INSTRUCTIONS TO FOLLOW:
Could you show all lines in the entries below that contain the string "Zeki"?

*** SOURCE DATA Section Begins ***

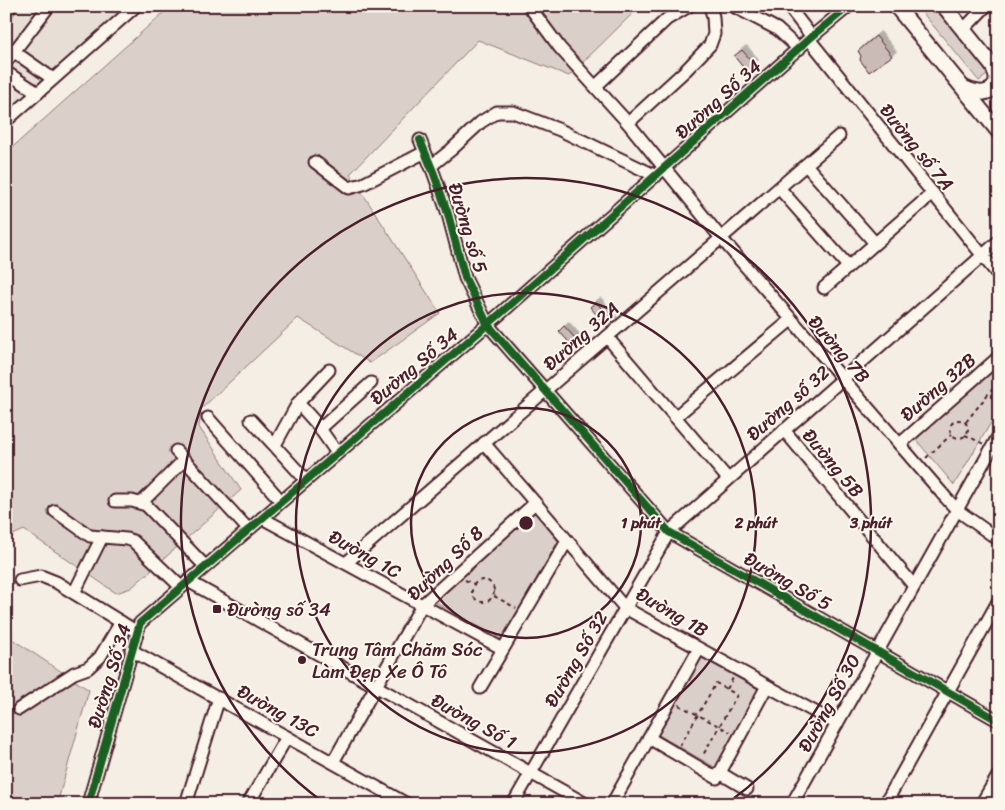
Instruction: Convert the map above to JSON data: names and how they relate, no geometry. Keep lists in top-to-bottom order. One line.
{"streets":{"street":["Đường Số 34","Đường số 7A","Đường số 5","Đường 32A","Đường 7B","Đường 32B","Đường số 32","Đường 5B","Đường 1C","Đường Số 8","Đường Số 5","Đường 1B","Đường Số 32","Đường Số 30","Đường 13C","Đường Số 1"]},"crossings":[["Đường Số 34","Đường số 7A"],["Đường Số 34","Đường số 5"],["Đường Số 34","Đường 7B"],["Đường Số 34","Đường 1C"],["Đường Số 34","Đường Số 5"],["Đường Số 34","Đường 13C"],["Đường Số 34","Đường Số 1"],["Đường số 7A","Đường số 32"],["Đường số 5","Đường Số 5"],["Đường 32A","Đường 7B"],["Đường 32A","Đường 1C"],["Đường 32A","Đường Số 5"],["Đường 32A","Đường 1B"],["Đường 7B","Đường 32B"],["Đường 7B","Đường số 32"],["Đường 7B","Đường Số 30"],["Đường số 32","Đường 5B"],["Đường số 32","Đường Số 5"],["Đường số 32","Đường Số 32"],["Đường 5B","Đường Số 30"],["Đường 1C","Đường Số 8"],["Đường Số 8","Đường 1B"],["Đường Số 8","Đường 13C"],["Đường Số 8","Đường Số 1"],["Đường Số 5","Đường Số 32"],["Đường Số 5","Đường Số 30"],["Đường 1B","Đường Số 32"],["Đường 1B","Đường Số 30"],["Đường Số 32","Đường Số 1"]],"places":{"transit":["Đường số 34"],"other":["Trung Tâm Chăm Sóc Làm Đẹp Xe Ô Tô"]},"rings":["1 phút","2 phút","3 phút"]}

*** SOURCE DATA Section Ends ***
*** SOURCE DATA Section Begins ***

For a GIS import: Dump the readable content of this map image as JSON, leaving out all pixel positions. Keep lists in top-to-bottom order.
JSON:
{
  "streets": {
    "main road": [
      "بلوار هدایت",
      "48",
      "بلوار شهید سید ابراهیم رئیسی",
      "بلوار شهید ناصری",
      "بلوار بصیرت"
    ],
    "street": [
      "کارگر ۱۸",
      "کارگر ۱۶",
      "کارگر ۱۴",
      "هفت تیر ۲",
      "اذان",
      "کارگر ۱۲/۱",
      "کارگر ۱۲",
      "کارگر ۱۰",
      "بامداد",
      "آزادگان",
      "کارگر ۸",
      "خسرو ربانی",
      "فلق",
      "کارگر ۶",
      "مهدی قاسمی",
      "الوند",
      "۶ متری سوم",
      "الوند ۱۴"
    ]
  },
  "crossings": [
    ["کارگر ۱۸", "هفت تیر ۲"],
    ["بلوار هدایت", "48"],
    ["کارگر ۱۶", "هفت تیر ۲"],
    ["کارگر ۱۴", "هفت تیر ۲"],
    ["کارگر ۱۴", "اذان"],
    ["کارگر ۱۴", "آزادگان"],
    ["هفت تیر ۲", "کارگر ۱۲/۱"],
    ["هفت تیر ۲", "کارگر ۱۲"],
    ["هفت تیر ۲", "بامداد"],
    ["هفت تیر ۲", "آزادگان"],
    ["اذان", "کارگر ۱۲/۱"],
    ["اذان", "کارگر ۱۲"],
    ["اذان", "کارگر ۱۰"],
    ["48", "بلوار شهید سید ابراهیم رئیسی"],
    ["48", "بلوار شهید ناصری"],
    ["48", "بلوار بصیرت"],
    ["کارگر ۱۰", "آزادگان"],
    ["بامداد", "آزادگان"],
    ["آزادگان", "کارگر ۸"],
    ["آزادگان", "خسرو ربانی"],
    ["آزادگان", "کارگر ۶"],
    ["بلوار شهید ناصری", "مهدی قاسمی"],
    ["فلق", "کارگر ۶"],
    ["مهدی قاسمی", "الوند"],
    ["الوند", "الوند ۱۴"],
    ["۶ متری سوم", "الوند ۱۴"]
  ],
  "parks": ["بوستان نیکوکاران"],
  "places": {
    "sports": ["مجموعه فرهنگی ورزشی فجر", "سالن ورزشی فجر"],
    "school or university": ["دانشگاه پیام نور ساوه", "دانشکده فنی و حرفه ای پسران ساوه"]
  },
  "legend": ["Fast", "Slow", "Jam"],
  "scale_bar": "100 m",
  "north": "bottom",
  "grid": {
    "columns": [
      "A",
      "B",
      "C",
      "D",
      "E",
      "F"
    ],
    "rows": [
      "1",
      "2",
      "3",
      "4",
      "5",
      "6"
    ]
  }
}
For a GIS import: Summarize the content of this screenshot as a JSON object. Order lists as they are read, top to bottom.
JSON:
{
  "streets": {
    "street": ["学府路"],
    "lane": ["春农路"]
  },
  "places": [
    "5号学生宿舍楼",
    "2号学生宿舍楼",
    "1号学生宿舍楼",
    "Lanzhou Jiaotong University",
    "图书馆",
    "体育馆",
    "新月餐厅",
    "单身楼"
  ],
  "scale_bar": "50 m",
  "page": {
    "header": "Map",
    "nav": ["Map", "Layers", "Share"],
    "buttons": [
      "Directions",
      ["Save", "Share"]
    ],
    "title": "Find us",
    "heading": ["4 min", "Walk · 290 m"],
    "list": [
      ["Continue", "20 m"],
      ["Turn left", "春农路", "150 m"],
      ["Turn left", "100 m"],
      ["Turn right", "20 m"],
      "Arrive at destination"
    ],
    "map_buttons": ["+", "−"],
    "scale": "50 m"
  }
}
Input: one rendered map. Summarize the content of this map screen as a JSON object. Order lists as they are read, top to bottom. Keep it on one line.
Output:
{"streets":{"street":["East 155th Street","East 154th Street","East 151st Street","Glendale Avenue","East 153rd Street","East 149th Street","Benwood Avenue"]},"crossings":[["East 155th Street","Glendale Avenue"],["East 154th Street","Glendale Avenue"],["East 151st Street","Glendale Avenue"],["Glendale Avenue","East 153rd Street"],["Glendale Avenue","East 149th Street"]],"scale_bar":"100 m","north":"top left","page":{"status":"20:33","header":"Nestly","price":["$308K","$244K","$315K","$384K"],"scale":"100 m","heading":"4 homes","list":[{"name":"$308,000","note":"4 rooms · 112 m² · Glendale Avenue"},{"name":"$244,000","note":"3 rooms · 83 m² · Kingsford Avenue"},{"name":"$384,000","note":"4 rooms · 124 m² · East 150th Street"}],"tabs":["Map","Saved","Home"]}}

*** SOURCE DATA Section Ends ***
*** SOURCE DATA Section Begins ***

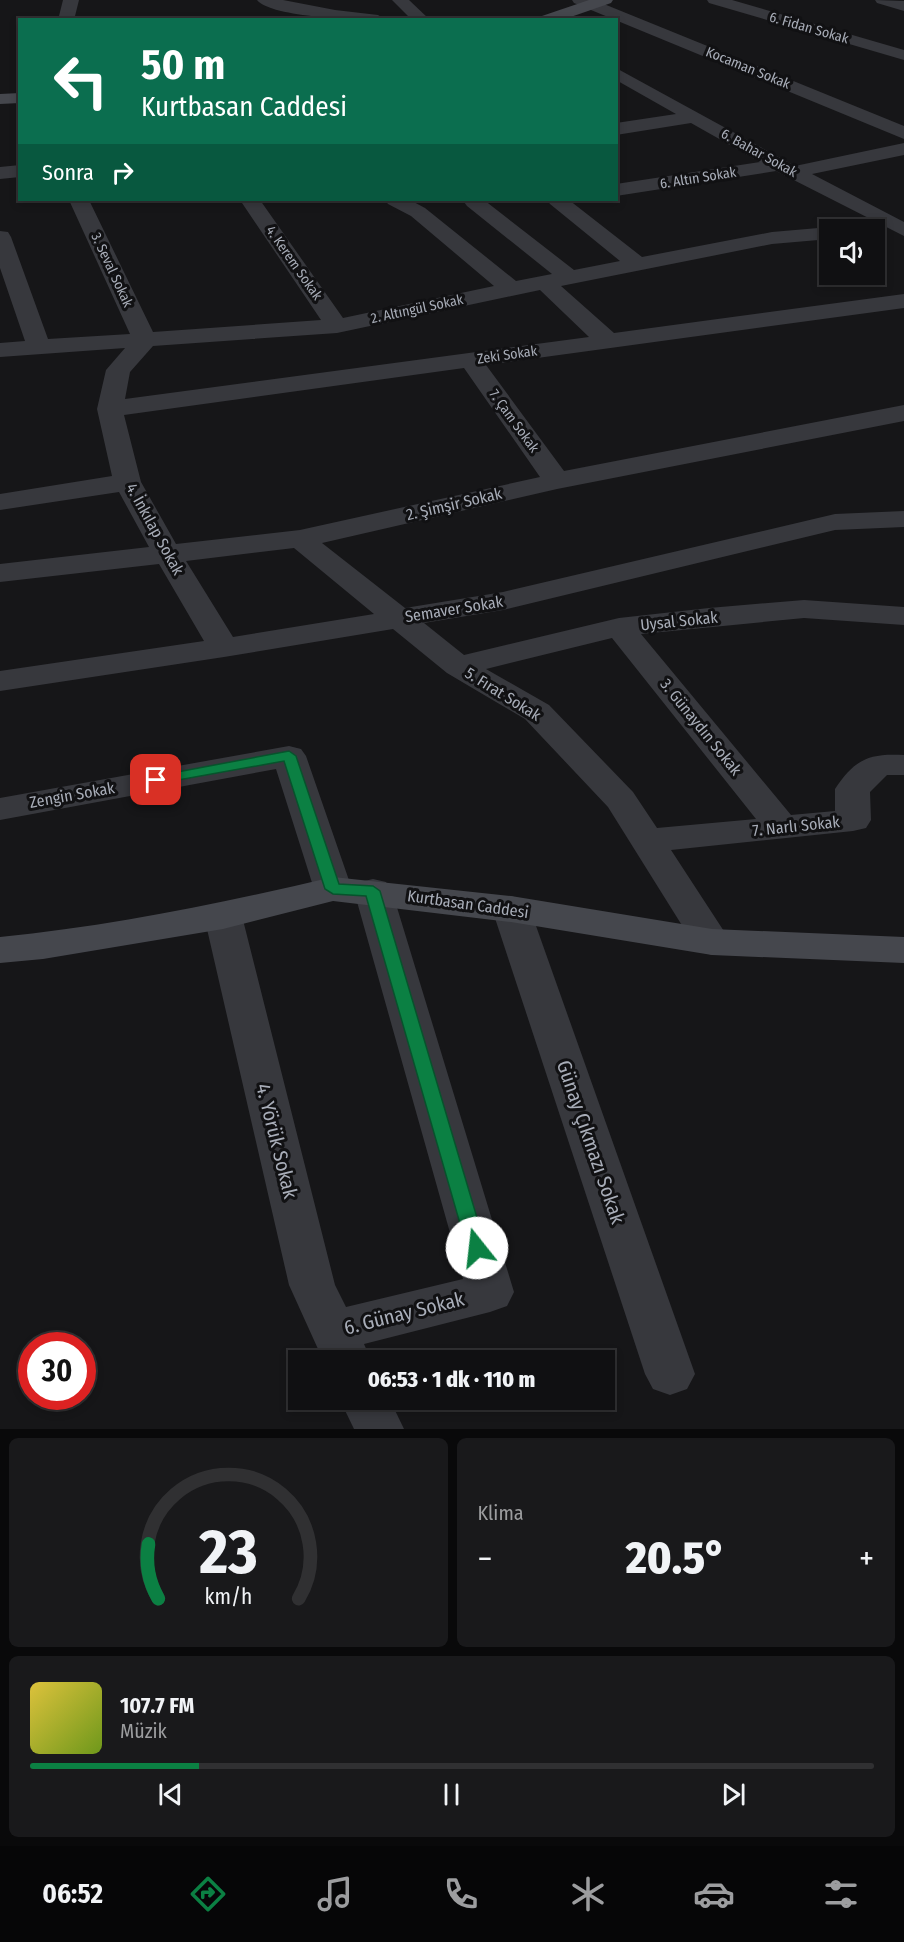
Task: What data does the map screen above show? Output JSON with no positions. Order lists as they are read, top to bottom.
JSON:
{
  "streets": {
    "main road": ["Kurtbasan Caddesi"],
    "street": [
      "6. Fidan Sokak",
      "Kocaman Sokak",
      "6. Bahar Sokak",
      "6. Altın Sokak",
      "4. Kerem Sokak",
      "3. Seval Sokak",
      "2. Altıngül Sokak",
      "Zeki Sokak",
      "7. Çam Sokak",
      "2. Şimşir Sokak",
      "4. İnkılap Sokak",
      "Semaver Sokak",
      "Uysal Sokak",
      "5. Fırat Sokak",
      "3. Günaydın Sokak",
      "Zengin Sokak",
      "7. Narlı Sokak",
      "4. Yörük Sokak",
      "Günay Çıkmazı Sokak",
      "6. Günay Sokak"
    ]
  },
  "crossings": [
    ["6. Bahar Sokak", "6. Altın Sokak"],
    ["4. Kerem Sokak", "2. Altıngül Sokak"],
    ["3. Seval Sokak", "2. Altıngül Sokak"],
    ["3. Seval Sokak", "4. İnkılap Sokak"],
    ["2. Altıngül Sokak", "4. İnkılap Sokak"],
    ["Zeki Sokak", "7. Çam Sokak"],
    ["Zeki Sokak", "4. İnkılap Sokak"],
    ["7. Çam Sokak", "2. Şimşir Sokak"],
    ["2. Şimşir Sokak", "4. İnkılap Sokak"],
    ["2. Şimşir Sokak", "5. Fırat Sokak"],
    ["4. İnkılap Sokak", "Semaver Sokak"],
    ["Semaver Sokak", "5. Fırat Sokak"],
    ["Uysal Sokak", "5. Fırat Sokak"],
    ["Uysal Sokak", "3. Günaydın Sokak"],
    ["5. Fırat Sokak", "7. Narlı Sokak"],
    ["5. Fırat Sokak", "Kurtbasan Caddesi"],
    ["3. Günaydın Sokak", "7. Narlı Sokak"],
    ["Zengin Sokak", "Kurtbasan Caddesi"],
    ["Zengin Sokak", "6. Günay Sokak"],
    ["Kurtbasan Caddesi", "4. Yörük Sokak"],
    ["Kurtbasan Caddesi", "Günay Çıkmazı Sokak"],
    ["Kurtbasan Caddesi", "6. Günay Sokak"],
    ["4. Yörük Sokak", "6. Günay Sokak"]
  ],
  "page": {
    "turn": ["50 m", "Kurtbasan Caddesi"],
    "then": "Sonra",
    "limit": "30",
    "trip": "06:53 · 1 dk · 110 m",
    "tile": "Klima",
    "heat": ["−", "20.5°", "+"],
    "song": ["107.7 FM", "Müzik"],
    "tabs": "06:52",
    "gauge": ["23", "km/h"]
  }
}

*** SOURCE DATA Section Ends ***

ANSWER SPACE:
      "Zeki Sokak",
    ["Zeki Sokak", "7. Çam Sokak"],
    ["Zeki Sokak", "4. İnkılap Sokak"],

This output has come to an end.